At Nubank, Analytics Engineers operate between two worlds: on one side, engineering, where pipelines, architectures, and data systems must scale efficiently; on the other, the business, where those same systems need to answer real questions and support products used by millions of people.
Here, technical depth and organizational impact are complementary forces. The pipelines, schemas, and governance structures built by Analytics Engineers help shape how the entire company understands its data and, ultimately, how it makes decisions.
How an Analytics Engineer starts the day at Nubank
The day usually begins with the squad meeting: a cross functional daily where Software Engineers, Data Scientists, Business Analysts, and Analytics Engineers align around the team’s priorities.

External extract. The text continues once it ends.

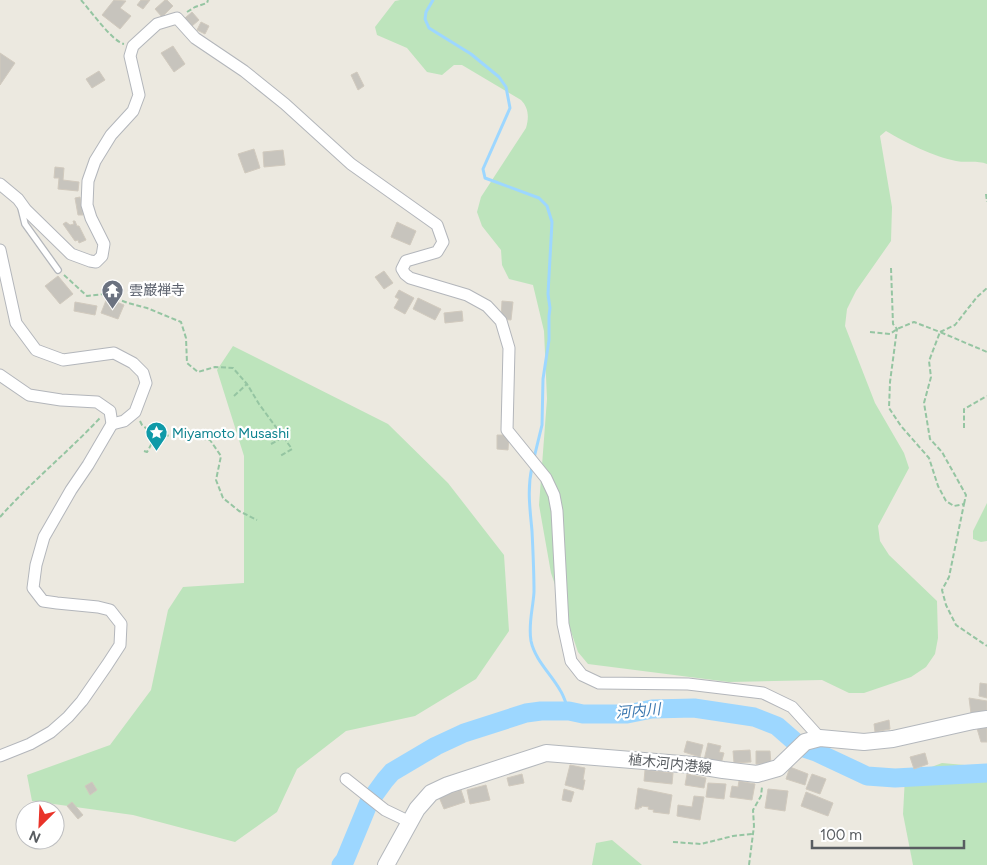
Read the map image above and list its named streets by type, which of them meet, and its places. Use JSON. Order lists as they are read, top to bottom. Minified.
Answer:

This is where blockers surface, dependencies become visible, and each person understands how their work contributes to broader goals. After that, it’s time to build, and Nubank’s technology stack reflects the scale of its operation:
Spark and Scala play a central role. Most of Nubank’s data processing runs on Apache Spark, with code written in Scala, a choice directly tied to the scale of its operations.When a single dataset needs to process hundreds of millions of rows across multiple countries, a framework built for massive parallel processing becomes essential. On a daily basis, Analytics Engineers write, debug, and optimize Spark jobs as a core part of their work.

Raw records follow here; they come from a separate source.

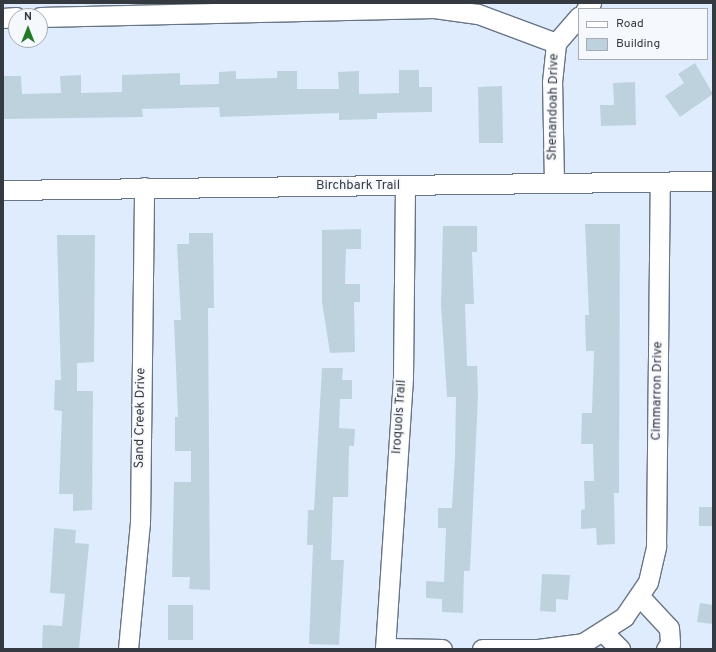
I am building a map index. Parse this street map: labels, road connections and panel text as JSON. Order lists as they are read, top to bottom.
{
  "streets": {
    "street": [
      "Shenandoah Drive",
      "Birchbark Trail",
      "Cimmarron Drive",
      "Iroquois Trail",
      "Sand Creek Drive"
    ]
  },
  "crossings": [
    ["Shenandoah Drive", "Birchbark Trail"],
    ["Birchbark Trail", "Cimmarron Drive"],
    ["Birchbark Trail", "Iroquois Trail"],
    ["Birchbark Trail", "Sand Creek Drive"]
  ],
  "legend": ["Road", "Building"],
  "north": "top"
}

Databricks also plays a strategic role in the analytics workflow. Clusters, notebooks, job scheduling, and catalog management are all part of the routine within an environment that integrates with a broader data platform built by Nubank itself. For many Analytics Engineers, a significant portion of the day unfolds within this ecosystem.
Beyond that, the internal pipeline ecosystem supports this entire operation. Batch processing frameworks, incremental ingestion layers, and streaming interfaces form the infrastructure on which teams build data products. A deep understanding of these systems is essential not only for designing scalable solutions, but also for balancing performance with cost efficiency.

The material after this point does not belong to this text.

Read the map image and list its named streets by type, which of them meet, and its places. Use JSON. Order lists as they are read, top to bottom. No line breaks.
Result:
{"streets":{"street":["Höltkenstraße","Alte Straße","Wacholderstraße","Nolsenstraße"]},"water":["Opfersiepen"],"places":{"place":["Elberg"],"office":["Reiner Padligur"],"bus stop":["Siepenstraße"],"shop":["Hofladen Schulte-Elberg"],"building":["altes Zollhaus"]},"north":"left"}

Apache Flink, in turn, extends this work into the world of real time data. In pipelines that need to operate within milliseconds, Flink powers everything from feature generation for machine learning models to continuous event processing and low latency products that batch systems alone could not support. Analytics Engineers working closer to these domains expand their scope beyond traditional processing, also operating with Kafka and a broader streaming infrastructure.
And there is an important differentiator: at Nubank, we are AI First. Investment in AI driven applied engineering runs deep, and this is already part of the operational routine for Analytics Engineers. AI tools are integrated into nearly every stage of the workflow, from code generation and validation for pipelines to automated quality checks, accelerated code reviews, and navigation across an internal knowledge base with thousands of pages. In practice, this means faster iteration cycles, more robust validations, and data products reaching production with a level of confidence that would be difficult to achieve manually.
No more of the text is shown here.